A norma promulgada na capital do Rio Grande do Norte nesta quarta-feira, 29, reforça o estigma contra manifestações de diversidade e repete um debate que volta e meia ressurge em câmaras de todo o país
por Rayanne Tovar
A lei, de autoria da vereadora Camila Araújo (União), aprovada em agosto e promulgada no fim do mês de outubro, passa a punir com advertência e multa organizadores de eventos que permitirem a participação de crianças em atividades classificadas como “propícias à erotização”.
De acordo com a norma, o descumprimento pode gerar sanções que variam de advertência, em caso de primeira infração. A multa é de cinco a 20 salários mínimos em caso de reincidência. Se o evento for promovido por ente público, poderá ser aberto procedimento administrativo para apurar a conduta do gestor responsável.
Na prática, a norma associa paradas e manifestações LGBTQIA+ a contextos de nudez ou conotação sexual, ignorando que esses espaços são, há décadas, ambientes de celebração, luta e convivência familiar.
“As paradas são espaços de empoderamento, cidadania e visibilidade. Não é a comunidade LGBTQIA+ que erotiza a infância — é o preconceito que insiste em sexualizar nossa existência”, afirma Rebecka de França, presidenta do Conselho Estadual LGBTQIA+ do Rio Grande do Norte.
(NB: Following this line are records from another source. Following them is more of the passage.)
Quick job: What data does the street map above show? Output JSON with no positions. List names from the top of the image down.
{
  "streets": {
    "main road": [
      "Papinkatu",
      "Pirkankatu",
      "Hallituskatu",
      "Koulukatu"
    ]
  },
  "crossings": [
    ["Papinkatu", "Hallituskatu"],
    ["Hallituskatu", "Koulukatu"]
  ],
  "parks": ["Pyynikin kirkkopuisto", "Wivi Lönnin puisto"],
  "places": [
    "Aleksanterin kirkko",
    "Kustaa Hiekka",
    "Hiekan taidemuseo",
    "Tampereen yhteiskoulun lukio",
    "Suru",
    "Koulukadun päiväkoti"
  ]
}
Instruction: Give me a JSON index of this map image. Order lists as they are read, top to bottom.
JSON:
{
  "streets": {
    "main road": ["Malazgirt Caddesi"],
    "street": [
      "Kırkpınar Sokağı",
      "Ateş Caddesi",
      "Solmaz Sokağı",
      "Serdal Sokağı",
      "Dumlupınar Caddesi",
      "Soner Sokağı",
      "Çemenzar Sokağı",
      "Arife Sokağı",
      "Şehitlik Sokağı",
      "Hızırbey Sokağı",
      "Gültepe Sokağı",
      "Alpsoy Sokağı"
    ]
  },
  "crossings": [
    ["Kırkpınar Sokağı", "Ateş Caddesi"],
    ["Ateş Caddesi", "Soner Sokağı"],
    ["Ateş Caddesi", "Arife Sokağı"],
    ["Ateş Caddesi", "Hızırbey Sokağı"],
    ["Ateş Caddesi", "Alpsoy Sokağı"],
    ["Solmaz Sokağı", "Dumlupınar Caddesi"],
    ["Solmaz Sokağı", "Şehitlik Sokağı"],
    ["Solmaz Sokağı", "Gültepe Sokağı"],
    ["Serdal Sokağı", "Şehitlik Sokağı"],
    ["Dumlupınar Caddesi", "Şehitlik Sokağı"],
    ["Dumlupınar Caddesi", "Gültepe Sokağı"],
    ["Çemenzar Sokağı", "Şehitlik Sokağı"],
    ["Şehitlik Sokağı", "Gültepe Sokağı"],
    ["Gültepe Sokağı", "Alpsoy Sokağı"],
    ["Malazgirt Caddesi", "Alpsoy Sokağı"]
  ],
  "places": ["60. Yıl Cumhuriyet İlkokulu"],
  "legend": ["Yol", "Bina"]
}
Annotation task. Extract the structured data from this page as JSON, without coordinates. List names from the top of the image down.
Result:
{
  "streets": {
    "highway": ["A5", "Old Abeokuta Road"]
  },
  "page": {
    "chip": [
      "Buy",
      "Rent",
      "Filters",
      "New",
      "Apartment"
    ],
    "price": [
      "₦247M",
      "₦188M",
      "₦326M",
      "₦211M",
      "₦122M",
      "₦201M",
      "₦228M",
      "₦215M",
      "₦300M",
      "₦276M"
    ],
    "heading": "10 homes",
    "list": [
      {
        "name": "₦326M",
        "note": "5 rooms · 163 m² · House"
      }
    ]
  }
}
Esse tipo de projeto tem se tornado recorrente em câmaras legislativas de todo o Brasil. De tempos em tempos, propostas semelhantes são apresentadas com o mesmo discurso de “proteção à infância”, mas com efeitos práticos de censura e exclusão.
O Supremo Tribunal Federal já analisou casos parecidos, como o do Amazonas, onde uma lei com o mesmo teor foi considerada inconstitucional por ferir direitos fundamentais e associar, sem base, eventos LGBTQIA+ à sexualização.
Ao confundir identidade de gênero e sexualidade com erotização, leis como a de Natal reafirmam uma visão distorcida sobre o que significa ser LGBTQIA+ e estar em público. Elas tratam manifestações de orgulho e pertencimento como ameaça, quando, na verdade, são espaços onde famílias diversas, inclusive com crianças, se reconhecem e constroem redes de afeto e cidadania.
Em vez de proteger as crianças, esse tipo de legislação tenta privá-las da diversidade. E o resultado é sempre o mesmo: mais medo, mais preconceito e menos liberdade.